▶ [Exercise details] When the line with "solid #fff;border-radius:50%;background:#1a73e8;box-shadow:0 0" is reached, include it and stop; before that, copy each line of the listing exactly from the first.

▶ [Source information]
Segment Open

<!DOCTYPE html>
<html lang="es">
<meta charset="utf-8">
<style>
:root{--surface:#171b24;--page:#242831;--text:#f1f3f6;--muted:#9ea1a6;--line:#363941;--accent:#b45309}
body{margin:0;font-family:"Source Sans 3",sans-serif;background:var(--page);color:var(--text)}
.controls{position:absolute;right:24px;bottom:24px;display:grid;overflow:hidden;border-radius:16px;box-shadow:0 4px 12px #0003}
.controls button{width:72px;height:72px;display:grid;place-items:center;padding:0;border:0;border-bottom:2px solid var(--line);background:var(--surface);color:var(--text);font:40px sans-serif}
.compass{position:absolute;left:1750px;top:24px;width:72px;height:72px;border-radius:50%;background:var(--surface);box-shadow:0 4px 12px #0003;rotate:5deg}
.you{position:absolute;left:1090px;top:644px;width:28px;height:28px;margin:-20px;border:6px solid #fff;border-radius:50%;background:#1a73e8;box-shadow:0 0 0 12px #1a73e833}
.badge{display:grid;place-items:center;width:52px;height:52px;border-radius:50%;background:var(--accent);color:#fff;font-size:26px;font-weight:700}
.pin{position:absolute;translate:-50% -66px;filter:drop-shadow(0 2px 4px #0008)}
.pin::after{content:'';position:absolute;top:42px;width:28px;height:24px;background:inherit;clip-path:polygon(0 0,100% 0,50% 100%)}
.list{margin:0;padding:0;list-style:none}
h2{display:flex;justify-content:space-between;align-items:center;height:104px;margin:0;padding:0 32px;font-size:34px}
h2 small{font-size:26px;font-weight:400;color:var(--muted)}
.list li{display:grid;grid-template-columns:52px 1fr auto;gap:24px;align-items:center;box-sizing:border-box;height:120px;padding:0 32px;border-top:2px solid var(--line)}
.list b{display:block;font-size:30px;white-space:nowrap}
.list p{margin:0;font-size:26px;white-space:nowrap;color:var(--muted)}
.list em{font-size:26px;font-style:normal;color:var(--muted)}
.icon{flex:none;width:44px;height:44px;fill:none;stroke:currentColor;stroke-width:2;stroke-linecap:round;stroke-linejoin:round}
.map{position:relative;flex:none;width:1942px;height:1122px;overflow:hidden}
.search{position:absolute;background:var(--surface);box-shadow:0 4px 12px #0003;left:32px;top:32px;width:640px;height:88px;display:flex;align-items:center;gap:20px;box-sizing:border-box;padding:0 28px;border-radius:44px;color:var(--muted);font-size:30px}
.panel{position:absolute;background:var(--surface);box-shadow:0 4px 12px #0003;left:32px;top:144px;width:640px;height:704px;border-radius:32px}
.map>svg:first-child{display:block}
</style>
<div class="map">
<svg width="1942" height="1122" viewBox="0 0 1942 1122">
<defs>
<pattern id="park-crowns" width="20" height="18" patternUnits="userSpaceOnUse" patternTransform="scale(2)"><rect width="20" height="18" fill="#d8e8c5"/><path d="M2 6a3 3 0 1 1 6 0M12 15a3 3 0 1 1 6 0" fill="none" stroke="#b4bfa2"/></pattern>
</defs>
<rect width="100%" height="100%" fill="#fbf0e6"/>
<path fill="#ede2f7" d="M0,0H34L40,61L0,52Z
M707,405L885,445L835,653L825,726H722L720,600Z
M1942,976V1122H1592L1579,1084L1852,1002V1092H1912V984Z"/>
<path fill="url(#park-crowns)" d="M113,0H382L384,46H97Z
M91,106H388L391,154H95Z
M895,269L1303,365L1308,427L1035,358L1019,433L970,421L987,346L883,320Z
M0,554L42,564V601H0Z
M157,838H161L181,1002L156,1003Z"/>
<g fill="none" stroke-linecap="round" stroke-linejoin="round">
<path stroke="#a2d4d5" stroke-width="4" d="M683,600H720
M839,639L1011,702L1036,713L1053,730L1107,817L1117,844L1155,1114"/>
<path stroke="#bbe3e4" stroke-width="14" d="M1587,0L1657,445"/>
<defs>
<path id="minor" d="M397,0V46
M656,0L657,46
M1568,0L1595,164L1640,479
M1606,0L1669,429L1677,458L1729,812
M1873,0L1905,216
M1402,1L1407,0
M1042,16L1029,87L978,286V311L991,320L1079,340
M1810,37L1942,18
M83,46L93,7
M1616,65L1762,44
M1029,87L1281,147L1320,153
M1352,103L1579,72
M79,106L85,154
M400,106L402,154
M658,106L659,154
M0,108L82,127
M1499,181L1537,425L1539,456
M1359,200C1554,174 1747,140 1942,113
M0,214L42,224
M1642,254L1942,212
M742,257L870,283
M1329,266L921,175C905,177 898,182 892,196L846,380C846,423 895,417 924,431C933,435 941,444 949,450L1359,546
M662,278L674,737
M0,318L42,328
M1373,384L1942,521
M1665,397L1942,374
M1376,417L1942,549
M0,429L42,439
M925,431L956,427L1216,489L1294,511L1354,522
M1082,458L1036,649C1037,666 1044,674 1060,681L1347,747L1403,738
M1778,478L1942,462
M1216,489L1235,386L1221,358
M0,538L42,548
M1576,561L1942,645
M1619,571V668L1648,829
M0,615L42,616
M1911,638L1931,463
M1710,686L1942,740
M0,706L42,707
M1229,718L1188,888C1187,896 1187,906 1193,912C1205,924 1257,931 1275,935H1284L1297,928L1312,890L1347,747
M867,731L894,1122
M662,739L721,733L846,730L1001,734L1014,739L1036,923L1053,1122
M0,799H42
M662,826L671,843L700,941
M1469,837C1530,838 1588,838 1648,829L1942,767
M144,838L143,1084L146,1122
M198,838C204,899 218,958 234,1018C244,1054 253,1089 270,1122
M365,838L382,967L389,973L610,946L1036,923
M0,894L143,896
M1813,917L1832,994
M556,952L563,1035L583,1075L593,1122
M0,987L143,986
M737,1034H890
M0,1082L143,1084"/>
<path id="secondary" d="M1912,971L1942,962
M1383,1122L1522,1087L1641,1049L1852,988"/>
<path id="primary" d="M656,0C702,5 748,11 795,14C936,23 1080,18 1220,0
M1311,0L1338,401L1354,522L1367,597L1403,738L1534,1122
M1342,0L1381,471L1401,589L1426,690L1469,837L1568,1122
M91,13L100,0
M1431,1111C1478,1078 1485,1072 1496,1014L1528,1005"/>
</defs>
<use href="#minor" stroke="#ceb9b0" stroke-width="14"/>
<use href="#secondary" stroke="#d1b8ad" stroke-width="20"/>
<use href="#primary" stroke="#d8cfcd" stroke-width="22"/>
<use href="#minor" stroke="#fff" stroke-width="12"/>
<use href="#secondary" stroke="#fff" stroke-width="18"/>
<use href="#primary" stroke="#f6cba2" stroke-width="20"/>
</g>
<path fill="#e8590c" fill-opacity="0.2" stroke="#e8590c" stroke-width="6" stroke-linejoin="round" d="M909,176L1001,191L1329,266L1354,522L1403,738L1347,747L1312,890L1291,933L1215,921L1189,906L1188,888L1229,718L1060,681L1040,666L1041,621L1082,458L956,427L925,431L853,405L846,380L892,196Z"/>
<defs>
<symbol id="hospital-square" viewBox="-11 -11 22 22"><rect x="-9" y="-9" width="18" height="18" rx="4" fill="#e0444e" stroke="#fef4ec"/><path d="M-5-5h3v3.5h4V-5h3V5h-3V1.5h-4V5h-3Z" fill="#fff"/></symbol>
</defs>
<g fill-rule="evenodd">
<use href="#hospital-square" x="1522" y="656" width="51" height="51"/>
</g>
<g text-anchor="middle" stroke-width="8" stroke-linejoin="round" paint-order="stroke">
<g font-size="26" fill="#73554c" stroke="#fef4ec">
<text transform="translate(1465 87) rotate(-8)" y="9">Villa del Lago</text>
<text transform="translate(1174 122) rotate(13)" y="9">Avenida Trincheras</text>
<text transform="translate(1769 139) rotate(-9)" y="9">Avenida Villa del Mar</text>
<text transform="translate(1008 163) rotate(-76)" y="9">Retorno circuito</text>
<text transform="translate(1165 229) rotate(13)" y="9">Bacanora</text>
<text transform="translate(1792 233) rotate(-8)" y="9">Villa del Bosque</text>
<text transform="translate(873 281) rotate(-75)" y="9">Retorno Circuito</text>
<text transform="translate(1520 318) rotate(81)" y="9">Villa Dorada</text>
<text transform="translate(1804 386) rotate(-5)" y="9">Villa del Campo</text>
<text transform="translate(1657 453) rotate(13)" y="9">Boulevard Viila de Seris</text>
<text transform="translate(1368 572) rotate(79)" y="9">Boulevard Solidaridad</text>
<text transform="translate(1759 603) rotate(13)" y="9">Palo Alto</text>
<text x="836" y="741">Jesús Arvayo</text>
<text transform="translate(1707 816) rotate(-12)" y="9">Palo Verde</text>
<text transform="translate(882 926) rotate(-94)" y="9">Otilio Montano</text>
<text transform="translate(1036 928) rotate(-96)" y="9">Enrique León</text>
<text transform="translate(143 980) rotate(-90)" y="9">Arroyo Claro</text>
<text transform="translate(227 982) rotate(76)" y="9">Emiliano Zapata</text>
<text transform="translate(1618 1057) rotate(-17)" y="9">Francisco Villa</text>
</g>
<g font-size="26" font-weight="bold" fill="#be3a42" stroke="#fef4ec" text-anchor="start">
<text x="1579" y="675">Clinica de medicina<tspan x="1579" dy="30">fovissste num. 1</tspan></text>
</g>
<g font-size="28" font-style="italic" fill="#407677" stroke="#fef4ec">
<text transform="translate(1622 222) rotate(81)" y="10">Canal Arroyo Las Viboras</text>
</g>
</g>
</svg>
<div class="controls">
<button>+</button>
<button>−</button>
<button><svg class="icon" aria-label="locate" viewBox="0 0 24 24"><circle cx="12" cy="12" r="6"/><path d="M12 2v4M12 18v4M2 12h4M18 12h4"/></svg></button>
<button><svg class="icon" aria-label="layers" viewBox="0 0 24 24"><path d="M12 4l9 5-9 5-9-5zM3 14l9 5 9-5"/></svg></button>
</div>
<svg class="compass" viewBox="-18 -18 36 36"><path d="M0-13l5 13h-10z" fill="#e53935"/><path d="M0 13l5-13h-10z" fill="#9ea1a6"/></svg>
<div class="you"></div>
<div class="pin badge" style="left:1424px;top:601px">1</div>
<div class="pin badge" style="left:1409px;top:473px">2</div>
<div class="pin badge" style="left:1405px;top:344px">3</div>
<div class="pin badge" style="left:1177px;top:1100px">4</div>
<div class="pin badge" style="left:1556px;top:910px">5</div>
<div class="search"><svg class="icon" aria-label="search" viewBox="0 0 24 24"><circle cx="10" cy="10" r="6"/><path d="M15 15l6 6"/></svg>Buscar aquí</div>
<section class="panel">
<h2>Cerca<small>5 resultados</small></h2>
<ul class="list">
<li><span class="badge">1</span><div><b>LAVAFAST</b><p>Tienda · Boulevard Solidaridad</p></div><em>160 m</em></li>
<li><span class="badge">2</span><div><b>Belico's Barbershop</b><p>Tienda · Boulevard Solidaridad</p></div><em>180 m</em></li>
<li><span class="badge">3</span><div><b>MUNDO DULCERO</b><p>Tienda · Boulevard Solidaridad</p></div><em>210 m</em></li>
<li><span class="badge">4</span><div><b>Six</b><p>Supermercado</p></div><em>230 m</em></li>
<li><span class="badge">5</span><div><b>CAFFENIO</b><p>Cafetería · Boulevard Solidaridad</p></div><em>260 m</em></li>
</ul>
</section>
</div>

Segment Closed

▶ [Exercise solution]
<!DOCTYPE html>
<html lang="es">
<meta charset="utf-8">
<style>
:root{--surface:#171b24;--page:#242831;--text:#f1f3f6;--muted:#9ea1a6;--line:#363941;--accent:#b45309}
body{margin:0;font-family:"Source Sans 3",sans-serif;background:var(--page);color:var(--text)}
.controls{position:absolute;right:24px;bottom:24px;display:grid;overflow:hidden;border-radius:16px;box-shadow:0 4px 12px #0003}
.controls button{width:72px;height:72px;display:grid;place-items:center;padding:0;border:0;border-bottom:2px solid var(--line);background:var(--surface);color:var(--text);font:40px sans-serif}
.compass{position:absolute;left:1750px;top:24px;width:72px;height:72px;border-radius:50%;background:var(--surface);box-shadow:0 4px 12px #0003;rotate:5deg}
.you{position:absolute;left:1090px;top:644px;width:28px;height:28px;margin:-20px;border:6px solid #fff;border-radius:50%;background:#1a73e8;box-shadow:0 0 0 12px #1a73e833}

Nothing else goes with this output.